## Directions for this task
Exclude the pictures, then repeat the remaining data exactly.
Data excerpt section start
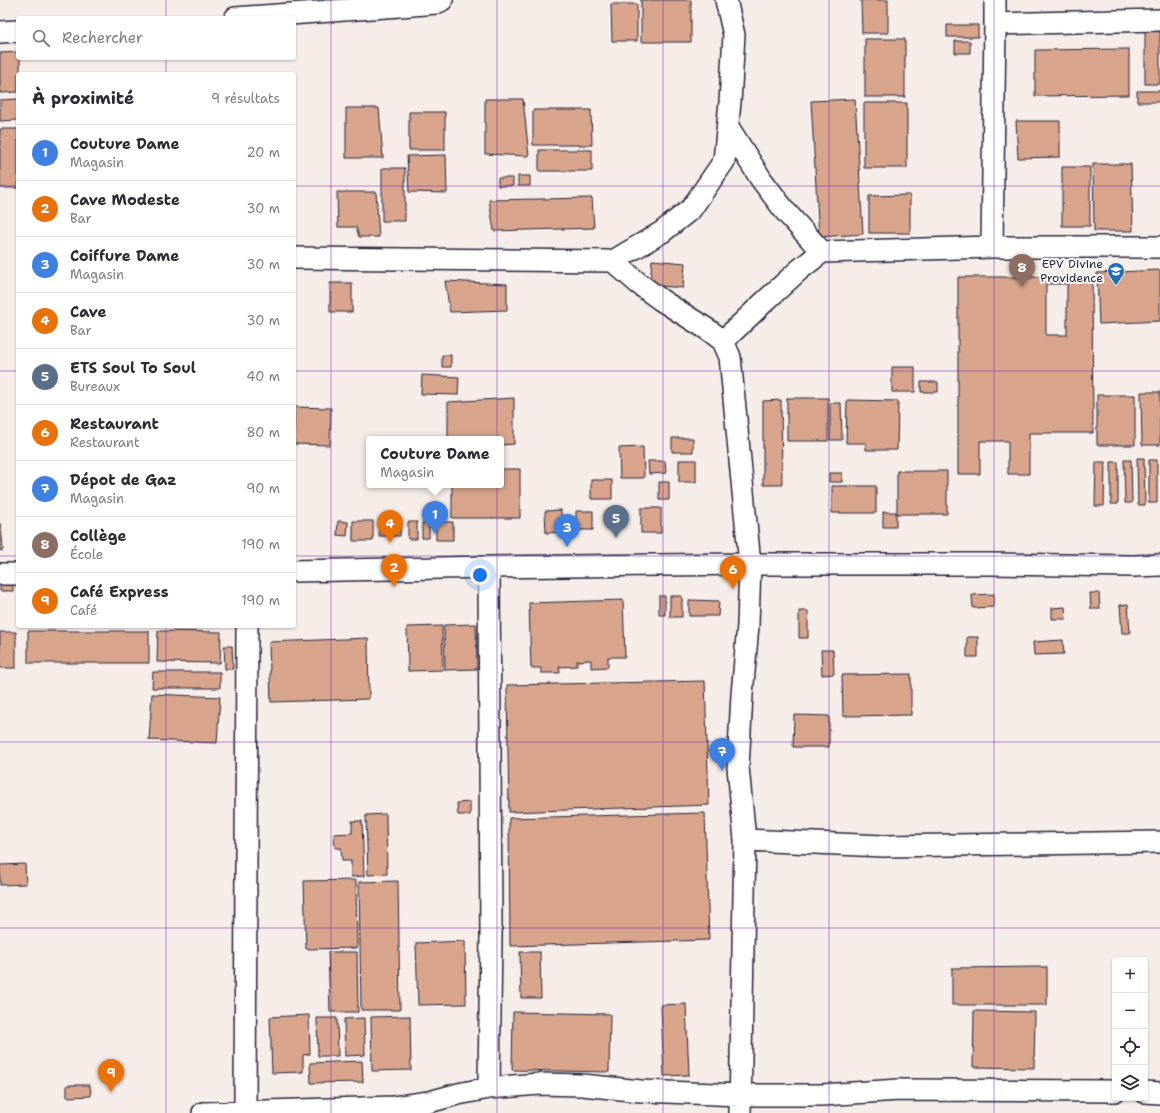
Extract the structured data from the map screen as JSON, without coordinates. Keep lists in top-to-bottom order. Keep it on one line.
{"places":{"school or university":["EPV Divine Providence"]},"page":{"search":"Rechercher","heading":["À proximité","9 résultats"],"list":[{"mark":"1","name":"Couture Dame","note":"Magasin","value":"20 m"},{"mark":"2","name":"Cave Modeste","note":"Bar","value":"30 m"},{"mark":"3","name":"Coiffure Dame","note":"Magasin","value":"30 m"},{"mark":"4","name":"Cave","note":"Bar","value":"30 m"},{"mark":"5","name":"ETS Soul To Soul","note":"Bureaux","value":"40 m"},{"mark":"6","name":"Restaurant","note":"Restaurant","value":"80 m"},{"mark":"7","name":"Dépot de Gaz","note":"Magasin","value":"90 m"},{"mark":"8","name":"Collège","note":"École","value":"190 m"},{"mark":"9","name":"Café Express","note":"Café","value":"190 m"}],"pins":["8","1","5","4","3","2","6","7","9"],"popup":["Couture Dame","Magasin"],"map_buttons":["+","−"]}}
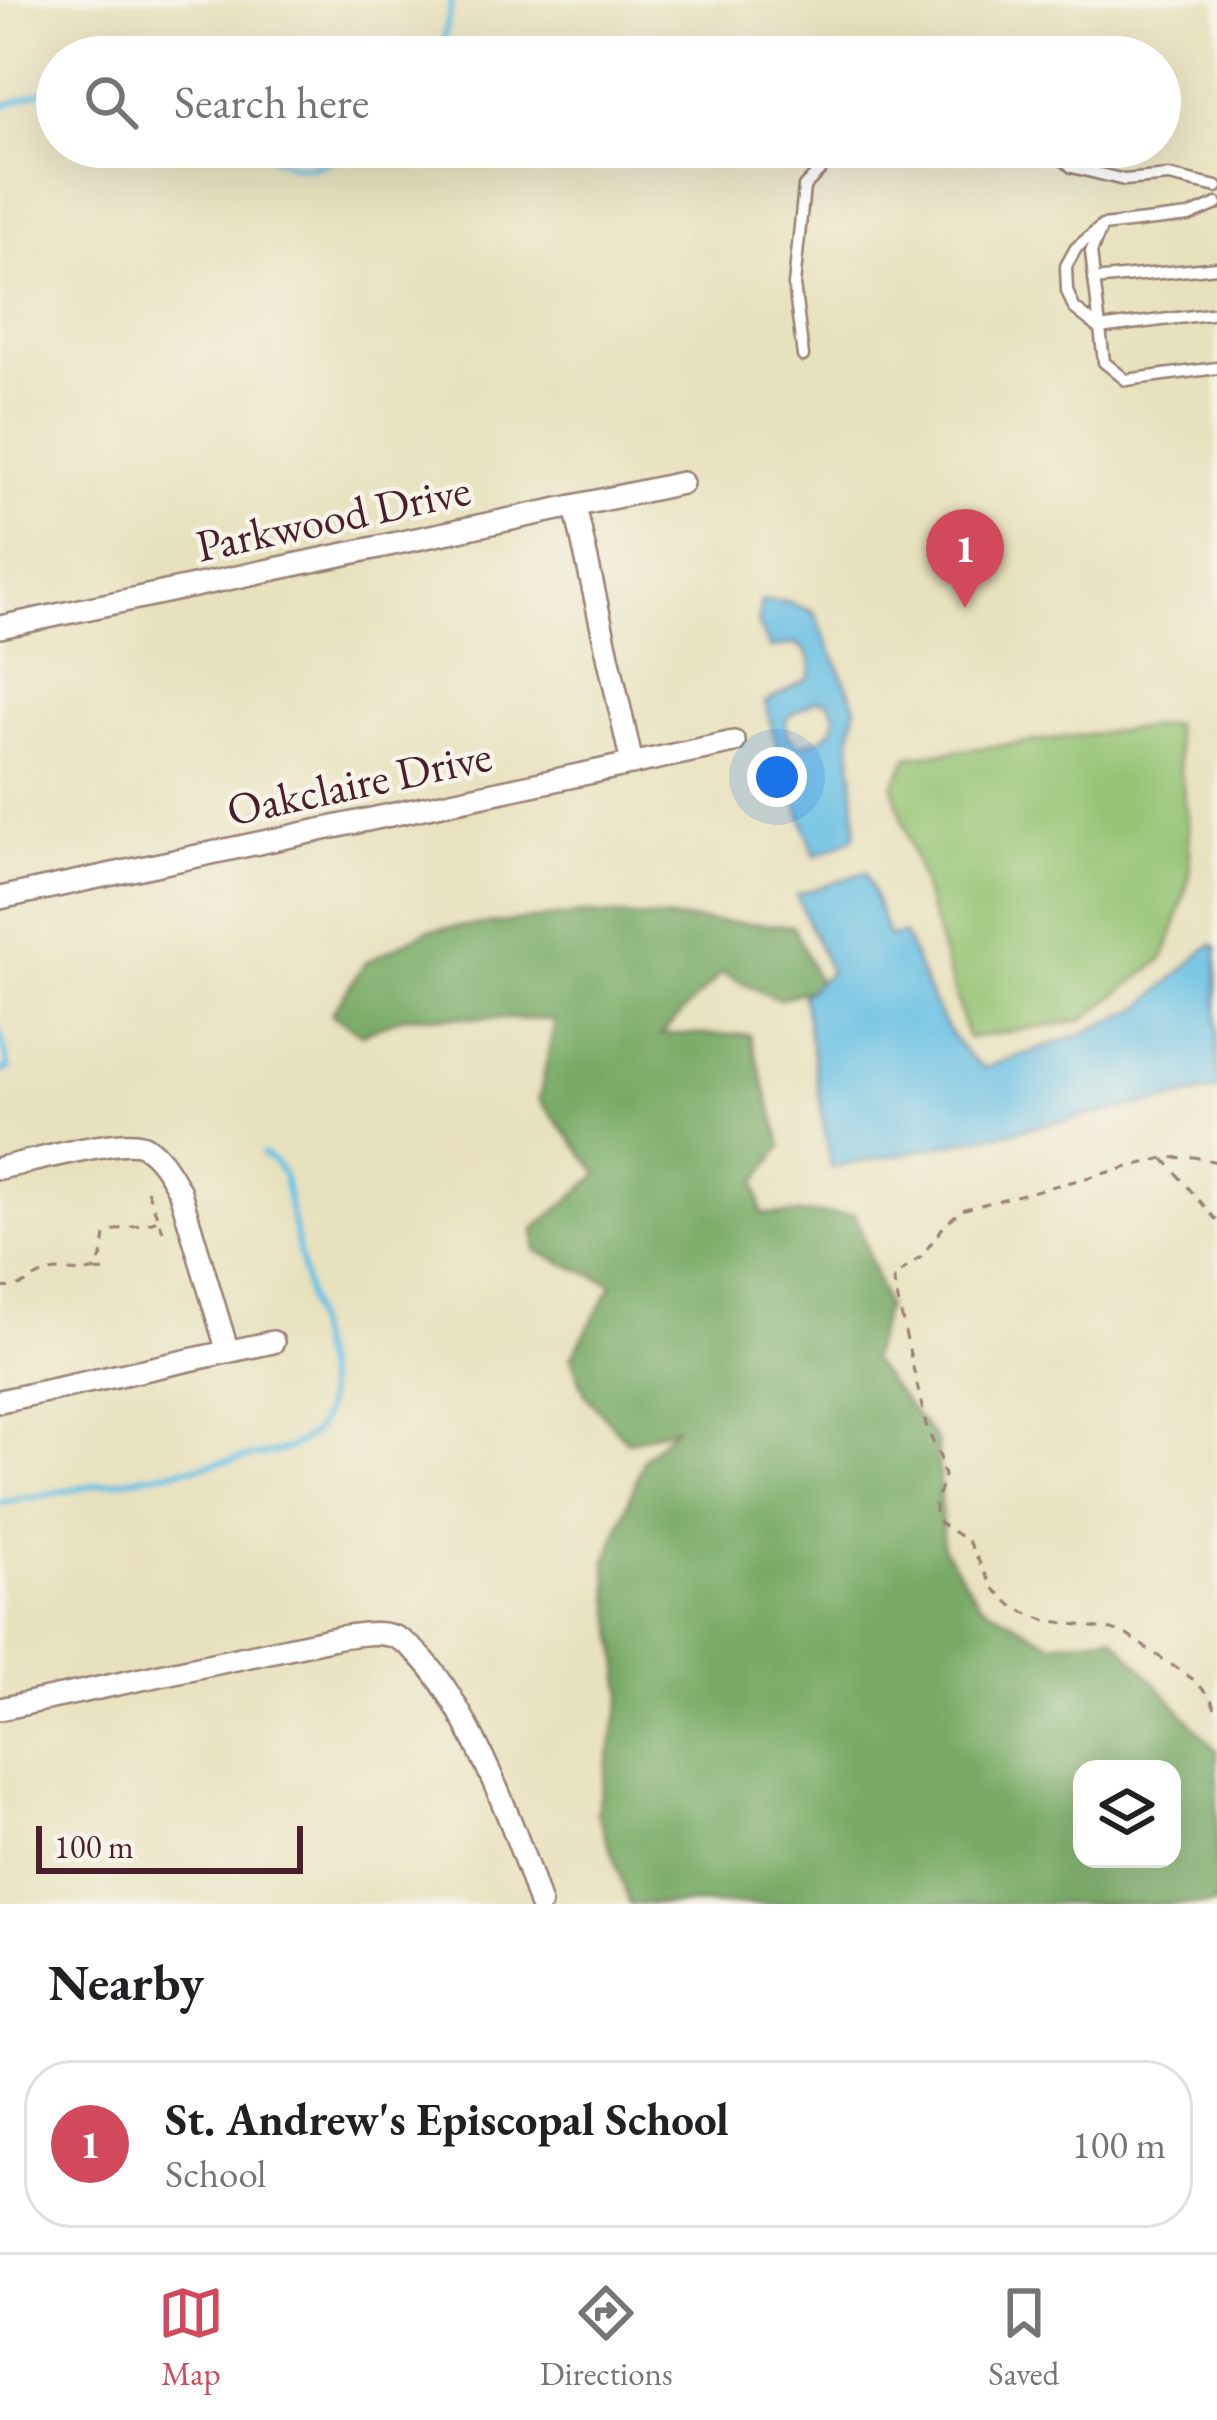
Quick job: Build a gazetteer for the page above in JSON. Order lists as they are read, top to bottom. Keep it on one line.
{"streets":{"street":["Parkwood Drive","Oakclaire Drive"]},"scale_bar":"100 m","page":{"search":"Search here","pins":"1","scale":"100 m","heading":"Nearby","list":[{"mark":"1","name":"St. Andrew's Episcopal School","note":"School","value":"100 m"}],"nav":["Map","Directions","Saved"]}}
Data excerpt section end
## Task response
Extract the structured data from the map screen as JSON, without coordinates. Keep lists in top-to-bottom order. Keep it on one line.
{"places":{"school or university":["EPV Divine Providence"]},"page":{"search":"Rechercher","heading":["À proximité","9 résultats"],"list":[{"mark":"1","name":"Couture Dame","note":"Magasin","value":"20 m"},{"mark":"2","name":"Cave Modeste","note":"Bar","value":"30 m"},{"mark":"3","name":"Coiffure Dame","note":"Magasin","value":"30 m"},{"mark":"4","name":"Cave","note":"Bar","value":"30 m"},{"mark":"5","name":"ETS Soul To Soul","note":"Bureaux","value":"40 m"},{"mark":"6","name":"Restaurant","note":"Restaurant","value":"80 m"},{"mark":"7","name":"Dépot de Gaz","note":"Magasin","value":"90 m"},{"mark":"8","name":"Collège","note":"École","value":"190 m"},{"mark":"9","name":"Café Express","note":"Café","value":"190 m"}],"pins":["8","1","5","4","3","2","6","7","9"],"popup":["Couture Dame","Magasin"],"map_buttons":["+","−"]}}
Quick job: Build a gazetteer for the page above in JSON. Order lists as they are read, top to bottom. Keep it on one line.
{"streets":{"street":["Parkwood Drive","Oakclaire Drive"]},"scale_bar":"100 m","page":{"search":"Search here","pins":"1","scale":"100 m","heading":"Nearby","list":[{"mark":"1","name":"St. Andrew's Episcopal School","note":"School","value":"100 m"}],"nav":["Map","Directions","Saved"]}}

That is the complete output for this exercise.